WORK TO BE COMPLETED:
Pull every line with the word "Fisheries" out of the entries below.

INPUT MATERIAL:
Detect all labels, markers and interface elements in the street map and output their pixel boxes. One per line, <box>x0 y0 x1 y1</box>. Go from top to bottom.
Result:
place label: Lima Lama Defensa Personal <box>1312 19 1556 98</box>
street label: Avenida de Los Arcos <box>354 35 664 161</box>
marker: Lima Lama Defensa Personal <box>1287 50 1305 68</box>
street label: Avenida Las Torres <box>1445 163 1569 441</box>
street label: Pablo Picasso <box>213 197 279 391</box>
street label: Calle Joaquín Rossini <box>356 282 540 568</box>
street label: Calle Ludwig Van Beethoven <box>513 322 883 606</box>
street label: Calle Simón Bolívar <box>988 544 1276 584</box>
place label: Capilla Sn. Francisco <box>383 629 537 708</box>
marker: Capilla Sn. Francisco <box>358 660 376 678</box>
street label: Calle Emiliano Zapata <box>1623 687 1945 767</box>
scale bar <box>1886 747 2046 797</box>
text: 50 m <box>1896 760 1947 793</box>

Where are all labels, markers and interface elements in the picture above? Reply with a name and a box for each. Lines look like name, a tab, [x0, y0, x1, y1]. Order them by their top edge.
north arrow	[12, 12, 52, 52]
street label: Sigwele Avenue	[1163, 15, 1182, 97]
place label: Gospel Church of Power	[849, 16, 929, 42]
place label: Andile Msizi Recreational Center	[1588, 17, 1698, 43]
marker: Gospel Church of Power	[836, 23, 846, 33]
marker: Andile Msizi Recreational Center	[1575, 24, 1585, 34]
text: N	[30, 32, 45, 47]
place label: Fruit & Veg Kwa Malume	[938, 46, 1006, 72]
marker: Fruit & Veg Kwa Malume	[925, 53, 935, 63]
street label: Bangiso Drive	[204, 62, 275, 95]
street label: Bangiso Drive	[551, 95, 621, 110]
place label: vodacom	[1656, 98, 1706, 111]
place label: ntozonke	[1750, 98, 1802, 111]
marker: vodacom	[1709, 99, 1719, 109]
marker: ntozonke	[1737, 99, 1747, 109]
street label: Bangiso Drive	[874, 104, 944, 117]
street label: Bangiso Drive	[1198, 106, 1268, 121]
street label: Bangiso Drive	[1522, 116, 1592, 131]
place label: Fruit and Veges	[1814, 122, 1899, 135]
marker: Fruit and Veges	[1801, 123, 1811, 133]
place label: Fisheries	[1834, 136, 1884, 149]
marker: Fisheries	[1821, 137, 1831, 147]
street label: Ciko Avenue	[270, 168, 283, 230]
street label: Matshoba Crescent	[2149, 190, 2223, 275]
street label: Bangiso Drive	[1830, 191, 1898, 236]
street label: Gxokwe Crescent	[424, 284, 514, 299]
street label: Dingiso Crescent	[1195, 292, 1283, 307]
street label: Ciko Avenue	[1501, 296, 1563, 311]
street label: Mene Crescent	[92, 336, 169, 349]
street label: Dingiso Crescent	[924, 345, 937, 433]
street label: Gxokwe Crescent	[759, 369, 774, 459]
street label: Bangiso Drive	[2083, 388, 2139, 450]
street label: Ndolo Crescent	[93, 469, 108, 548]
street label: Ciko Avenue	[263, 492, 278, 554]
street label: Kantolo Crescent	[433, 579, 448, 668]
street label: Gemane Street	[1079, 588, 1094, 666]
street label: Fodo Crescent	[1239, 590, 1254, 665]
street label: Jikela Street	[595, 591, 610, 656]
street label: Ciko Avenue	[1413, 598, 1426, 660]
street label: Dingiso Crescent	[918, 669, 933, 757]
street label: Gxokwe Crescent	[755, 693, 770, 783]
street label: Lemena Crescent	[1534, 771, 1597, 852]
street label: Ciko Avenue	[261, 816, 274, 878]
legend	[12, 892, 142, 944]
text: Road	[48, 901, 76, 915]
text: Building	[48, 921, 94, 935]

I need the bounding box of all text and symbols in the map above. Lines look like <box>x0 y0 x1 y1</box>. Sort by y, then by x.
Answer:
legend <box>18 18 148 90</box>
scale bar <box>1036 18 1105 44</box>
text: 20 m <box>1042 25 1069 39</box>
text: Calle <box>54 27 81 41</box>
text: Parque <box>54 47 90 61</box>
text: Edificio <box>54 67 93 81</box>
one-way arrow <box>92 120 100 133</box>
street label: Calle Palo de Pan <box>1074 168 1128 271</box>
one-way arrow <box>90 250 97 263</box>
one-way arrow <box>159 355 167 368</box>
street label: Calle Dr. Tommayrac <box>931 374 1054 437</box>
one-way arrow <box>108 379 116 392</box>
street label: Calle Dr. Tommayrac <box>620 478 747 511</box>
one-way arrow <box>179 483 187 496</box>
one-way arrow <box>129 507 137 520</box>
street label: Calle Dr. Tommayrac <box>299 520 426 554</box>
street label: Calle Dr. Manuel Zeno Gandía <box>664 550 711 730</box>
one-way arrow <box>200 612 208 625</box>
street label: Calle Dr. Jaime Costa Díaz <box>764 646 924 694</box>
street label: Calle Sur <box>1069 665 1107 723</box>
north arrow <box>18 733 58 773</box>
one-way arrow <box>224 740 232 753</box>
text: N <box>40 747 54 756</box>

WRITTEN SOLUTION:
place label: Fisheries	[1834, 136, 1884, 149]
marker: Fisheries	[1821, 137, 1831, 147]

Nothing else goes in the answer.